All great traditions teach us some form of contemplation, because it is actually a different form of knowledge that emerges inside of the "cloud of unknowing."
It is a refusal to eat of the tree of the knowledge of good and evil, and finding freedom, grace and comfort in the not needing to know, which ironically opens us up to a much deeper consciousness that we would call the mind of God. That's because our small mind and lesser self is finally out of the way.Richard Rohr, from Things Hidden: Scripture as Spirituality
I think that's a big part of it - our "small mind and lesser self" are all that occupy us most of the time, and anything that disables that littleness of mind for a while helps us see that there is far more "out there" than we had ever dreamed of. But many things that appear to give us this freedom - sex, danger, Abraham Maslow's "peak experiences" - are ultimately, if used this way, prisons themselves, what we could call idols: things that become (or are already) ends in themselves, rather than gateways to the silence that is the place of God.
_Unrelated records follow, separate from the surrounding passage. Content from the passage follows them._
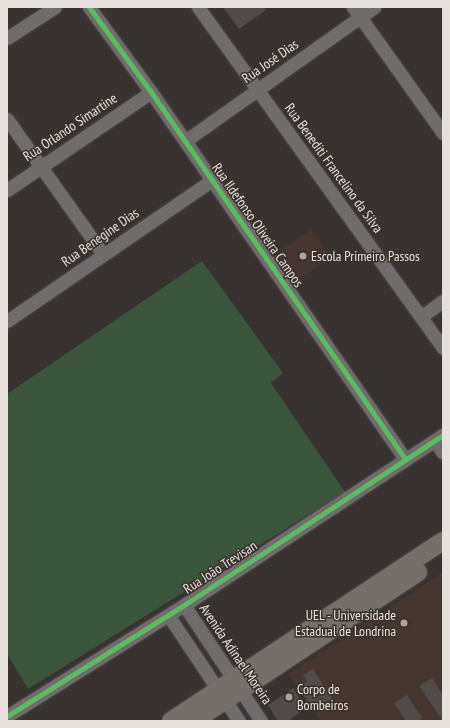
<!DOCTYPE html>
<meta charset="utf-8">
<style>
body{margin:0}
#map{position:relative;width:450px;height:728px;overflow:hidden;background:#383230;font-family:"PT Sans Narrow",sans-serif}
div>[style]{position:absolute}
[style*='--x']{left:calc(var(--x)*1px);top:calc(var(--y)*1px);width:calc(var(--w)*1px);rotate:calc(var(--a)*1deg)}
.built>*{inset:0;background:#453630}
.green>*{inset:0;background:#3b553c}
.building>*{inset:0;background:#504b49}
.roads{filter:drop-shadow(0 0 1px #534e4c) drop-shadow(0 0 1px #534e4c)}
.minor>*{height:13px;margin:-6.5px;padding:0 6.5px;transform-origin:6.5px;border-radius:6.5px;background:#706c6b}
.secondary>*{height:18px;margin:-9px;padding:0 9px;transform-origin:9px;border-radius:9px;background:#756e6b}
.cycleway>*{height:5px;margin:-2.5px;padding:0 2.5px;transform-origin:2.5px;border-radius:2.5px;background:#5cba63}
.dots>*{width:11px;height:11px;translate:-50% -50%;box-sizing:border-box;border:2px solid #3b312d;border-radius:50%}
span{translate:-50% -50%;white-space:nowrap;text-align:center;line-height:1.15;-webkit-text-stroke:3px #3b312d;paint-order:stroke}
.street-label{font-size:14px;color:#e6e0dd}
.poi-label{font-size:14px;color:#e6e0dd}
.left{translate:0 -50%;text-align:left}
.right{translate:-100% -50%;text-align:right}
.frame{position:absolute;inset:0;border:8px solid #e6e0dd;pointer-events:none}
</style>
<div id="map">
<div class="built">
<div style="clip-path:polygon(311px 229px,331px 257px,296px 282px,276px 254px)"></div>
<div style="clip-path:polygon(443px 572px,443px 721px,320px 721px,288px 674px)"></div>
</div>
<div class="green">
<div style="clip-path:polygon(202px 261px,283px 373px,271px 383px,345px 492px,28px 689px,7px 654px,7px 394px)"></div>
</div>
<div class="building">
<div style="clip-path:polygon(223px 7px,263px 7px,266px 10px,239px 29px)"></div>
<div style="clip-path:polygon(313px 669px,324px 686px,315px 692px,318px 697px,327px 691px,333px 699px,315px 710px,297px 687px,307px 681px,303px 675px)"></div>
<div style="clip-path:polygon(432px 678px,443px 695px,443px 721px,419px 686px)"></div>
<div style="clip-path:polygon(293px 688px,306px 708px,288px 721px,278px 721px,268px 705px)"></div>
<div style="clip-path:polygon(407px 695px,422px 718px,418px 721px,406px 721px,394px 703px)"></div>
</div>
<div class="roads">
<div class="minor">
<div style="--x:89;--y:7;--w:105;--a:53.9"></div>
<div style="--x:151;--y:92;--w:446;--a:55.3"></div>
<div style="--x:198;--y:7;--w:420;--a:54.3"></div>
<div style="--x:353;--y:7;--w:155;--a:54.5"></div>
<div style="--x:7;--y:38;--w:57;--a:-32.9"></div>
<div style="--x:7;--y:119;--w:166;--a:54.6"></div>
<div style="--x:185;--y:141;--w:232;--a:-35.3"></div>
<div style="--x:7;--y:190;--w:174;--a:-34.2"></div>
<div style="--x:422;--y:316;--w:26;--a:-36"></div>
<div style="--x:7;--y:321;--w:249;--a:-34.5"></div>
<div style="--x:435;--y:441;--w:14;--a:56"></div>
<div style="--x:184;--y:605;--w:139;--a:56.4"></div>
<div style="--x:168;--y:615;--w:128;--a:56.2"></div>
<div style="--x:7;--y:716;--w:209;--a:-32.1"></div>
<div style="--x:184;--y:605;--w:310;--a:-33.3"></div>
</div>
<div class="secondary">
<div style="--x:171;--y:721;--w:326;--a:-33.5"></div>
<div style="--x:194;--y:721;--w:269;--a:-33.6"></div>
</div>
</div>
<div class="cycleway">
<div style="--x:89;--y:7;--w:105;--a:53.9"></div>
<div style="--x:151;--y:92;--w:446;--a:55.3"></div>
<div style="--x:7;--y:716;--w:209;--a:-32.1"></div>
<div style="--x:184;--y:605;--w:310;--a:-33.3"></div>
</div>
<div class="dots">
<div style="left:303px;top:256px;background:#a9a3a0"></div>
<div style="left:404px;top:623px;background:#a9a3a0"></div>
<div style="left:289px;top:697px;background:#a9a3a0"></div>
</div>
<div class="street-label">
<span style="left:270px;top:61px;rotate:-35deg">Rua José Dias</span>
<span style="left:70px;top:127px;rotate:-34deg">Rua Orlando Simartine</span>
<span style="left:334px;top:168px;rotate:54deg">Rua Benediti Francelino da Silva</span>
<span style="left:258px;top:225px;rotate:55deg">Rua Ildefonso Oliveira Campos</span>
<span style="left:100px;top:237px;rotate:-35deg">Rua Benegine Dias</span>
<span style="left:220px;top:567px;rotate:-33deg">Rua João Trevisan</span>
<span style="left:236px;top:654px;rotate:56deg">Avenida Adinael Moreira</span>
</div>
<div class="poi-label">
<span class="left" style="left:311px;top:256px">Escola Primeiro Passos</span>
<span class="right" style="left:396px;top:623px">UEL - Universidade<br>Estadual de Londrina</span>
<span class="left" style="left:297px;top:697px">Corpo de<br>Bombeiros</span>
</div>
<div class="frame"></div>
</div>
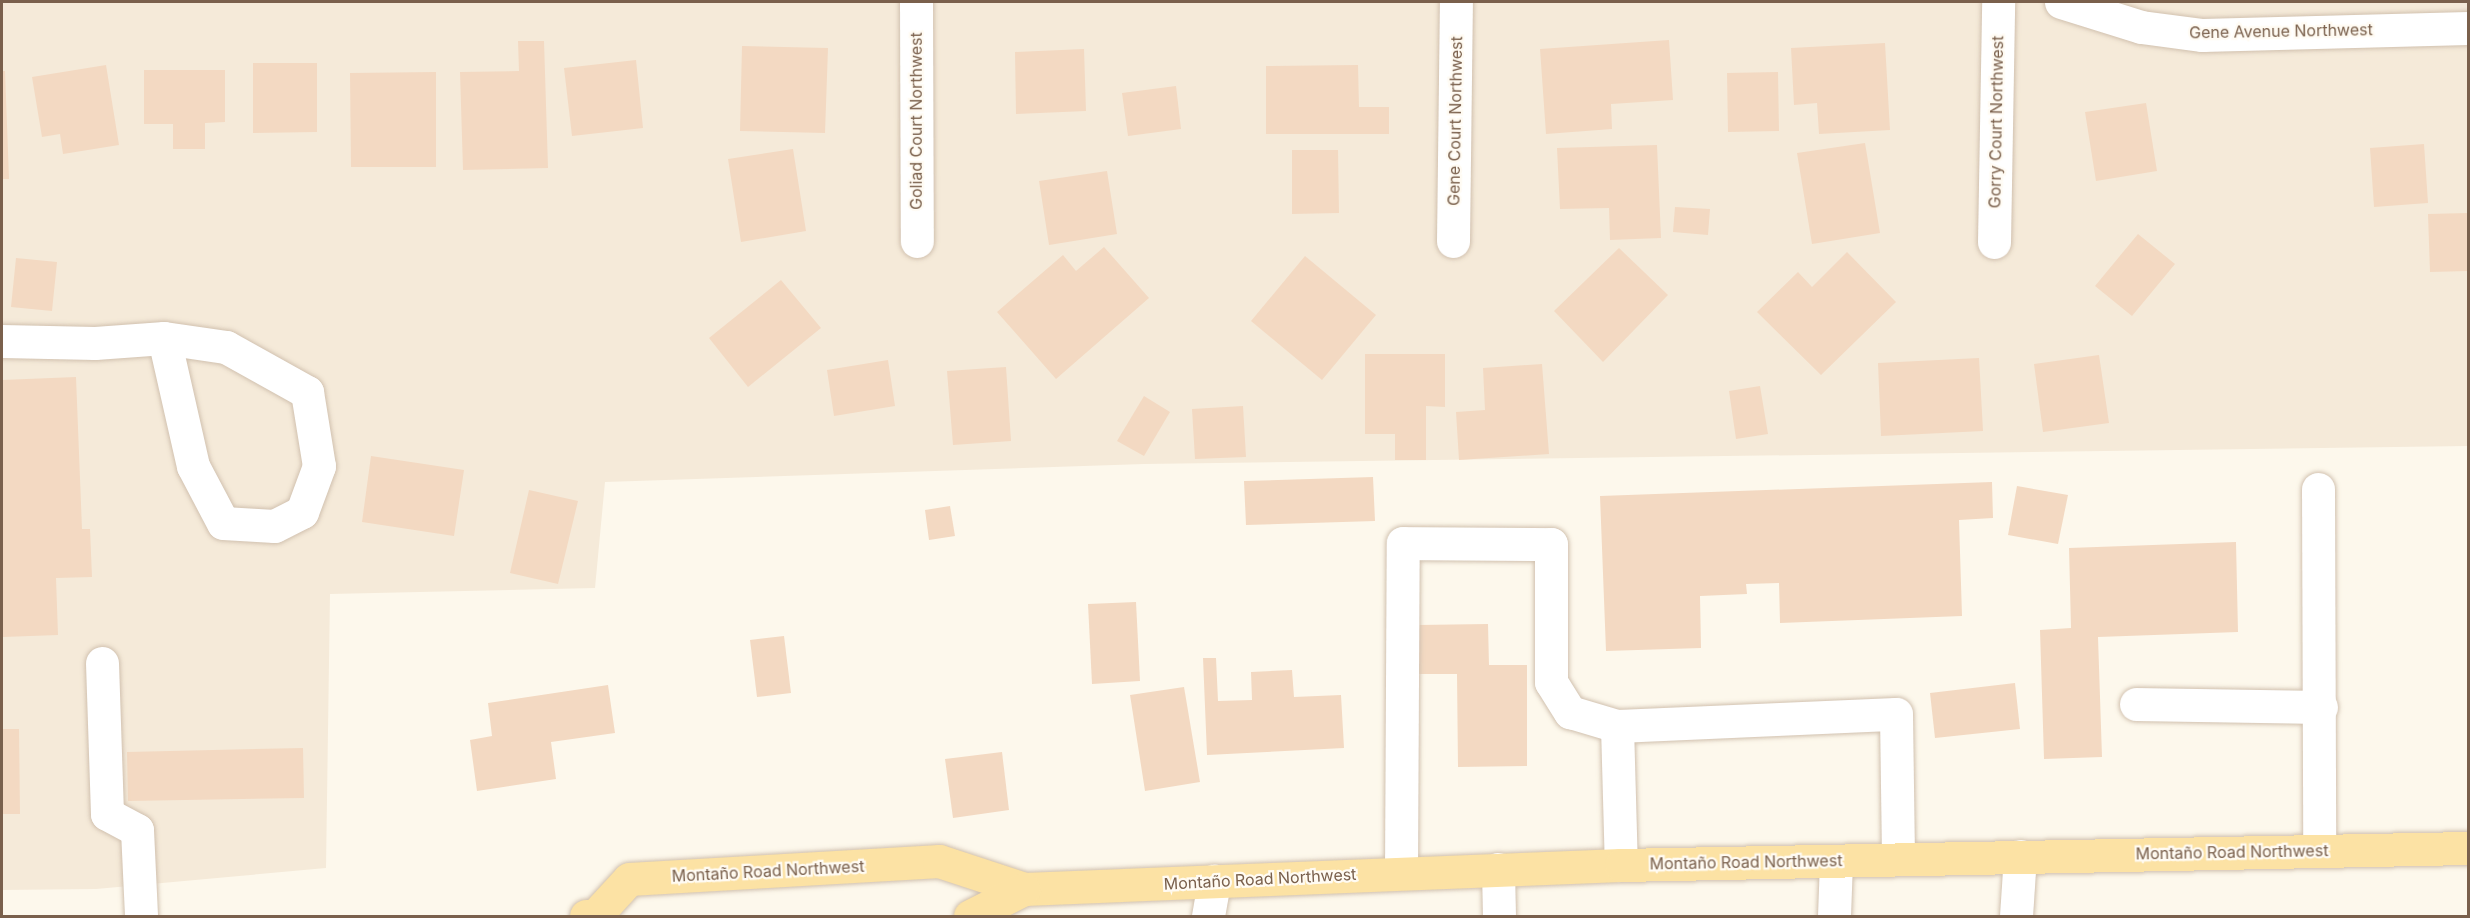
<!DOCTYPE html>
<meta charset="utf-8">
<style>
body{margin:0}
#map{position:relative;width:2470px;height:918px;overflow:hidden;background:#fdf8ec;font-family:Inter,sans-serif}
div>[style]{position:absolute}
.residential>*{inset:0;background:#f5ead9}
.building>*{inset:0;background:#f3d9c2}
.roads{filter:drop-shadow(0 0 2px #d1c1af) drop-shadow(0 0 2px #d1c1af)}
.minor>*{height:33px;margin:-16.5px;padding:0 16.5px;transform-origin:16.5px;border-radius:16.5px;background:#fff}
.major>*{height:33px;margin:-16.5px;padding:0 16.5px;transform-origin:16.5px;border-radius:16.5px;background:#fce2a4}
span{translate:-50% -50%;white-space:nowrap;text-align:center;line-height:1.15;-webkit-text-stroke:4.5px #fffbf3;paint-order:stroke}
.street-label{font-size:16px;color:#7a604c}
.frame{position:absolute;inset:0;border:3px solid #7a604c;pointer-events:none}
</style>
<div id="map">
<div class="residential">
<i style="clip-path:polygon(2px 2px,2468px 2px,2468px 446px,1144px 464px,605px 482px,595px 588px,330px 594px,326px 868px,96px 889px,2px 890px)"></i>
</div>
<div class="building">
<i style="clip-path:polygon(1669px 40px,1673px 100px,1611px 104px,1612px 129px,1546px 134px,1540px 49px)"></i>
<i style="clip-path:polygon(518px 41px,544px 41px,548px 168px,463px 170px,460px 72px,519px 71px)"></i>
<i style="clip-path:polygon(1885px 43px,1890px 130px,1819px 134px,1817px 103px,1794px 105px,1791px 48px)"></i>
<i style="clip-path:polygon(742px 46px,828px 48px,825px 133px,740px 131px)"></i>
<i style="clip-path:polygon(1084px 49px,1086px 111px,1016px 114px,1015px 52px)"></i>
<i style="clip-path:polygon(636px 60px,643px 128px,572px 136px,564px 68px)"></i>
<i style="clip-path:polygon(253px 63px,317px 63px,317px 132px,253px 133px)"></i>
<i style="clip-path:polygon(106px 65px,119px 145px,63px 154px,60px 134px,42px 137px,32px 77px)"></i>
<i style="clip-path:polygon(1358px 65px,1359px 107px,1389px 107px,1389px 134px,1266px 134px,1266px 66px)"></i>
<i style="clip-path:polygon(144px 70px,225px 70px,225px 122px,205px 123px,205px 149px,173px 149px,173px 124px,144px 124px)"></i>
<i style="clip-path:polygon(2px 71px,5px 71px,9px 179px,2px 179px)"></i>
<i style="clip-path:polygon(436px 72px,436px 167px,351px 167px,350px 73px)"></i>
<i style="clip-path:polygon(1778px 72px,1779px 131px,1728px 132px,1727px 73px)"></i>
<i style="clip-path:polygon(1176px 86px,1181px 129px,1128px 136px,1122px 93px)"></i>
<i style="clip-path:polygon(2146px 103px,2157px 171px,2096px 181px,2085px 112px)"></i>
<i style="clip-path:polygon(1865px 143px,1880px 233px,1812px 244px,1797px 153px)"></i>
<i style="clip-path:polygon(2424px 144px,2428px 203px,2374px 207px,2370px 148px)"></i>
<i style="clip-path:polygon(1657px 145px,1661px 238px,1610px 240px,1609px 208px,1560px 209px,1557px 148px)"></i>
<i style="clip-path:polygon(793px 149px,806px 231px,741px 242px,728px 159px)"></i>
<i style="clip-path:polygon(1292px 150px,1338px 150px,1339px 213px,1292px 214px)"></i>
<i style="clip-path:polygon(1107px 171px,1117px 234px,1049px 245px,1039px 181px)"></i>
<i style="clip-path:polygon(1675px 207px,1710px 209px,1708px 235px,1673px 232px)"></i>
<i style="clip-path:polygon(2468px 213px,2468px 271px,2430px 272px,2428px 214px)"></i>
<i style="clip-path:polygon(2138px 234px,2175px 264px,2132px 316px,2095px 286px)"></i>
<i style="clip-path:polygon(1104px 247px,1149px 298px,1056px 379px,997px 312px,1063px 255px,1076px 271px)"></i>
<i style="clip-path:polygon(1619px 248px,1668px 295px,1603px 362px,1554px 311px)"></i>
<i style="clip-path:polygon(1847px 252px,1896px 302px,1821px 375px,1757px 312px,1798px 272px,1812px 287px)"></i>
<i style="clip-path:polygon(1305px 256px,1376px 315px,1322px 380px,1251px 321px)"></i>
<i style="clip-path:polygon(16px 258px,57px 262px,52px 311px,11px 307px)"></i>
<i style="clip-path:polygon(781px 280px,821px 328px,748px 387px,709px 338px)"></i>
<i style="clip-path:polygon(1365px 354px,1445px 354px,1445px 407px,1426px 406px,1426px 460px,1395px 460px,1395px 434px,1365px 434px)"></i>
<i style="clip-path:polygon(2099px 355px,2109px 423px,2043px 432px,2034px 364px)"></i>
<i style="clip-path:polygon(1979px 358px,1983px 431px,1881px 436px,1878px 363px)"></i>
<i style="clip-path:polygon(888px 360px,895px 406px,834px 416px,827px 370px)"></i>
<i style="clip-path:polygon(1542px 364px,1549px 454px,1459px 460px,1456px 412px,1485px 410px,1483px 368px)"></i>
<i style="clip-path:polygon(1006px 367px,1011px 441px,953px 445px,947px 371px)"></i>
<i style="clip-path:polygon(76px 377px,82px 529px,90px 529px,92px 577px,56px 578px,58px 635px,3px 637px,2px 380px)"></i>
<i style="clip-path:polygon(1760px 386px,1768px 434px,1736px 439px,1729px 391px)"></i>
<i style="clip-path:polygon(1144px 396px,1170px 412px,1144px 456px,1117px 441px)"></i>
<i style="clip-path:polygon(1243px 406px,1246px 457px,1195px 459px,1192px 409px)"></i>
<i style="clip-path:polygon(371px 456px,464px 470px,454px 536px,362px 522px)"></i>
<i style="clip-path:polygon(1373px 477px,1375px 521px,1246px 525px,1244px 481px)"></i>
<i style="clip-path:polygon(1992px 482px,1993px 518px,1959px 520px,1962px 616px,1780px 623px,1779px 583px,1746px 584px,1747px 594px,1700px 596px,1701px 648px,1606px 651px,1600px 496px)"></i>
<i style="clip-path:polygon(2017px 486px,2068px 495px,2058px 544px,2008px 535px)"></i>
<i style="clip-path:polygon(529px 490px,578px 501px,558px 584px,510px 573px)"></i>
<i style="clip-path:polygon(950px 506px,955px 536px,929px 540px,925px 510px)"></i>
<i style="clip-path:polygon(2236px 542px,2238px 632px,2098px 637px,2102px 757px,2044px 759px,2040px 630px,2071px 628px,2069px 548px)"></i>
<i style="clip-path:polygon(1136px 602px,1140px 681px,1092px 684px,1088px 604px)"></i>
<i style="clip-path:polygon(1488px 624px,1489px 665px,1527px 665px,1527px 766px,1458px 767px,1457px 674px,1418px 674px,1418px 625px)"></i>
<i style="clip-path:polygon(784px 636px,791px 693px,757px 697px,750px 640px)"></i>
<i style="clip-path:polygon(1203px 658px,1216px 658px,1218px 701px,1252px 700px,1251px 672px,1292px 670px,1294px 697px,1341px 695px,1344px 748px,1207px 755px)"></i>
<i style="clip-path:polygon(2015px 683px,2020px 729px,1935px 738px,1930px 693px)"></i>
<i style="clip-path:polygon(608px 685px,615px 733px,551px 742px,556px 779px,477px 791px,470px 740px,492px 736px,488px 703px)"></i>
<i style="clip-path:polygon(1184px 687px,1200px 782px,1145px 791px,1130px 695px)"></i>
<i style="clip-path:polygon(2px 729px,19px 729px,20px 814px,2px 814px)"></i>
<i style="clip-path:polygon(303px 748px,304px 798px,128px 801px,127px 752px)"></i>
<i style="clip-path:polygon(1002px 752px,1009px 810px,953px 818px,945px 759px)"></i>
</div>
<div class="roads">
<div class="minor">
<i style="left:916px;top:2px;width:239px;rotate:89.8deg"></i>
<i style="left:2061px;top:2px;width:84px;rotate:17.4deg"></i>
<i style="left:2141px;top:27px;width:62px;rotate:7.5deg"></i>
<i style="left:2202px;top:35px;width:266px;rotate:-1.5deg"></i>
<i style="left:1453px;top:241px;width:239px;rotate:-89.3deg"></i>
<i style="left:1994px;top:242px;width:240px;rotate:-89deg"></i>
<i style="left:2px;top:341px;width:93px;rotate:1.2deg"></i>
<i style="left:95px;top:343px;width:69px;rotate:-4.1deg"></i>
<i style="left:164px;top:338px;width:63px;rotate:8.3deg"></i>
<i style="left:226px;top:347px;width:93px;rotate:29.1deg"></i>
<i style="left:307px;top:392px;width:75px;rotate:80.8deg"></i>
<i style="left:319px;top:466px;width:49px;rotate:110.3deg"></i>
<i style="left:302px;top:512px;width:31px;rotate:153deg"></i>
<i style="left:274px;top:526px;width:51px;rotate:-176.6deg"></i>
<i style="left:223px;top:523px;width:64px;rotate:-117.8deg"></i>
<i style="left:193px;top:466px;width:131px;rotate:-102.8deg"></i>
<i style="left:2318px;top:489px;width:362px;rotate:89.8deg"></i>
<i style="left:102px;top:663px;width:151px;rotate:88.1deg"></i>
<i style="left:107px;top:814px;width:34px;rotate:28deg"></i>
<i style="left:137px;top:830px;width:86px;rotate:87.3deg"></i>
<i style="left:2136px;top:704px;width:185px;rotate:0.9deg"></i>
<i style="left:1617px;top:726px;width:139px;rotate:88.4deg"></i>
<i style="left:1498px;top:869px;width:47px;rotate:88.8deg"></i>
<i style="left:1401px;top:873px;width:330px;rotate:-89.7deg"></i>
<i style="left:1403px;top:543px;width:148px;rotate:0.4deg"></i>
<i style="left:1551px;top:544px;width:138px;rotate:90deg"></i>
<i style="left:1551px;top:682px;width:36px;rotate:58deg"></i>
<i style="left:1570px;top:712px;width:49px;rotate:16.6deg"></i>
<i style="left:1617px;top:726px;width:279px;rotate:-2.5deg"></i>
<i style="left:1896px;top:714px;width:145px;rotate:89.2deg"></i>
<i style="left:1208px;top:916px;width:36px;rotate:-80deg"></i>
<i style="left:1834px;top:916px;width:55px;rotate:-87.9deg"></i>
<i style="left:2016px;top:916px;width:60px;rotate:-86.2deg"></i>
</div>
<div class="major">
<i style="left:586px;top:916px;width:9px"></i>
<i style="left:595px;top:916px;width:50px;rotate:-47.4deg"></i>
<i style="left:629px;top:879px;width:311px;rotate:-3.3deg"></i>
<i style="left:939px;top:861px;width:89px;rotate:18.2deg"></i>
<i style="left:1024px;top:889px;width:597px;rotate:-2.3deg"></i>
<i style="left:1621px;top:865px;width:847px;rotate:-1.15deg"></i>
<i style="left:970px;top:916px;width:60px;rotate:-26.6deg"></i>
</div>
</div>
<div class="street-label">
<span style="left:2281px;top:31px;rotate:-1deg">Gene Avenue Northwest</span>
<span style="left:916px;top:121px;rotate:-90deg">Goliad Court Northwest</span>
<span style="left:1455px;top:121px;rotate:-89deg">Gene Court Northwest</span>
<span style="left:1996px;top:122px;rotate:-89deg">Gorry Court Northwest</span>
<span style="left:2232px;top:852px;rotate:-1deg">Montaño Road Northwest</span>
<span style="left:1746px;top:862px;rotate:-1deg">Montaño Road Northwest</span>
<span style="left:768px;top:871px;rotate:-3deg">Montaño Road Northwest</span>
<span style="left:1260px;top:879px;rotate:-3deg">Montaño Road Northwest</span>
</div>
<div class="frame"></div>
</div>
Only contemplation gives us freedom. I'm not talking here about the mechanics, the techniques, but simply about that place beyond the grasp of our own littleness that all the technique and methods serve and lead towards. When we dare to allow God to love us, when we open our hears to allow his Spirit to "guide us into all truth" (John 16.13), then the Spirit will show us how to pray (Romans 8.26). That may be a very different way for you than for me, which is why it's hard to be prescriptive - or proscriptive! - about ways and means of prayer. Listen to God. Ask questions. Read. There's an adventure ahead!